This penguin is real and is not a spider

This penguin is real and is not a spider

I rarely remember my dreams but, this morning, I remember I dreamt I threw something on the floor and out of it came a brown spider. A big one.

“It’s too big,” I told someone,” to put a glass over it. And then I realised it really was too big – vertically – because it was white and black with orange-yellow feet or flippers, because it was a penguin. But it was not smooth and slimy as, I suspect, penguins actually are. Instead it seemed to have a slightly ruffled and wrinkled cotton skin as if it was made from cotton and was maybe one size too big for it.

That was in the early hours of this morning.

This afternoon, I had tea with Scots comic Del Strain at Soho Theatre. The very first thing he said to me, rather excitedly, was:

“I’ve got a new gun!”

“Is it legal?” I asked.

“Of course,” said Del. “It’s a new stage prop. I treated myself.”

“Most people who want to treat themselves,” I suggested, “might have a tea and fairy cake or something like that.”

“This is a sight to behold,” said Del. “It’s a Smith & Wesson but it’s too heavy to go down the back of my strides; I think I will have to buy a shoulder holster.”

“How can this possibly be legal?” I asked.

“I dunno,” said Del. “Ask the man in Newcastle who sold me it… It’s one of these old shops you go in and…”

“Is this genuinely legal?” I asked. “Can I mention it in my blog?”

Del Strain with his new Smith & Wesson

Del Strain at home with his new Smith & Wesson purchase

“YES!” insisted Del. “I’ve got a receipt and everything. This shop does everything: replicas, gas-fired guns. It’s legal.
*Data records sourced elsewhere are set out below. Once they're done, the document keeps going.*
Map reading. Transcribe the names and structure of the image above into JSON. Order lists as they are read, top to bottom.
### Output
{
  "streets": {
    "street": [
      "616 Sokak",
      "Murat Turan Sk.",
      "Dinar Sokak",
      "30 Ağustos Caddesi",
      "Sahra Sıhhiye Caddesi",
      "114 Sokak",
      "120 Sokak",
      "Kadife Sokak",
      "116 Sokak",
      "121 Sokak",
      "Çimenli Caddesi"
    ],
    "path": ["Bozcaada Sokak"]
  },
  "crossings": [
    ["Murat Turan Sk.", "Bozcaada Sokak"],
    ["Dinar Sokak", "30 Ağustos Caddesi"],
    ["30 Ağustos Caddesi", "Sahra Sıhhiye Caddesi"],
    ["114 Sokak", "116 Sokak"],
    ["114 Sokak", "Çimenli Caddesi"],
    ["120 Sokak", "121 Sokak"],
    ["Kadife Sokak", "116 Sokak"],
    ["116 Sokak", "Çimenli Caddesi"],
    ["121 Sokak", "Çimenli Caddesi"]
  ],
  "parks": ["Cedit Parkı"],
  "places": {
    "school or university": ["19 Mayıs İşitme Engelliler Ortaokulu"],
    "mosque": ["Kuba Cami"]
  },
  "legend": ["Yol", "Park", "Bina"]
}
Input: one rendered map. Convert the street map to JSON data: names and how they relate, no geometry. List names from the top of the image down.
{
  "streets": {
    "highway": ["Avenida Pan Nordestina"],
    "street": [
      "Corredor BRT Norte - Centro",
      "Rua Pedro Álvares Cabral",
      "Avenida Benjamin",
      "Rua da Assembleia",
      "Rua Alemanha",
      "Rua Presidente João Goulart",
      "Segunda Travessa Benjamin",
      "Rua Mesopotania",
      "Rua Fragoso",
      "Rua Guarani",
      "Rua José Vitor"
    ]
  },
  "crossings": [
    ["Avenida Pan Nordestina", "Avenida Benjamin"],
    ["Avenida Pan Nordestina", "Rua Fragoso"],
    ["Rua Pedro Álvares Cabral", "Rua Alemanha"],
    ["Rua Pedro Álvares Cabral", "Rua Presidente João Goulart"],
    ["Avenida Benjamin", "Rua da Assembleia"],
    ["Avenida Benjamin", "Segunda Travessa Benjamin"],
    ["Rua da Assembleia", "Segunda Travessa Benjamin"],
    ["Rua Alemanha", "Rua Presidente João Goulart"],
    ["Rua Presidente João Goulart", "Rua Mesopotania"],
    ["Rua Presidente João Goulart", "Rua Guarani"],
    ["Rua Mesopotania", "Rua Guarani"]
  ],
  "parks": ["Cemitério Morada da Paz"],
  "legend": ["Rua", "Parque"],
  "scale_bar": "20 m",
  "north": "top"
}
If I was in the foyer of Barclays Bank with a mask made out of a pair of someone’s old stockings, I would be in a lot of trouble.but, as I’m on stage…”

“How do you carry this around?” I asked.

“In my bag,” said Del. “The old gun I’ve got was enough to get you shot, believe you me, but this one would REALLY get you shot.”

“By whom?” I asked.

“Armed police, who are nervous and who seem to shoot poor black guys for just having a diary in their pocket. They’re getting a bit trigger-happy on this side of the pond too, John. But I bought it for a prop. See, rich people have got TESSAs and pensions and shit but, the way this country’s going, I’ve got this.”

”I think,” I said, “when John Wilkes Booth went to the theatre he may have claimed it was only a prop.”

“Well,” said Del, “maybe that bullet DID kill Lincoln – or maybe the people that were ready to send Andrew Johnson in to rape the South and kill all the Indians and steal the gold killed him. Who knows? History is a wonderful thing when it’s written by the victors.”

“But,” I asked, “surely politicians would not lie to us?”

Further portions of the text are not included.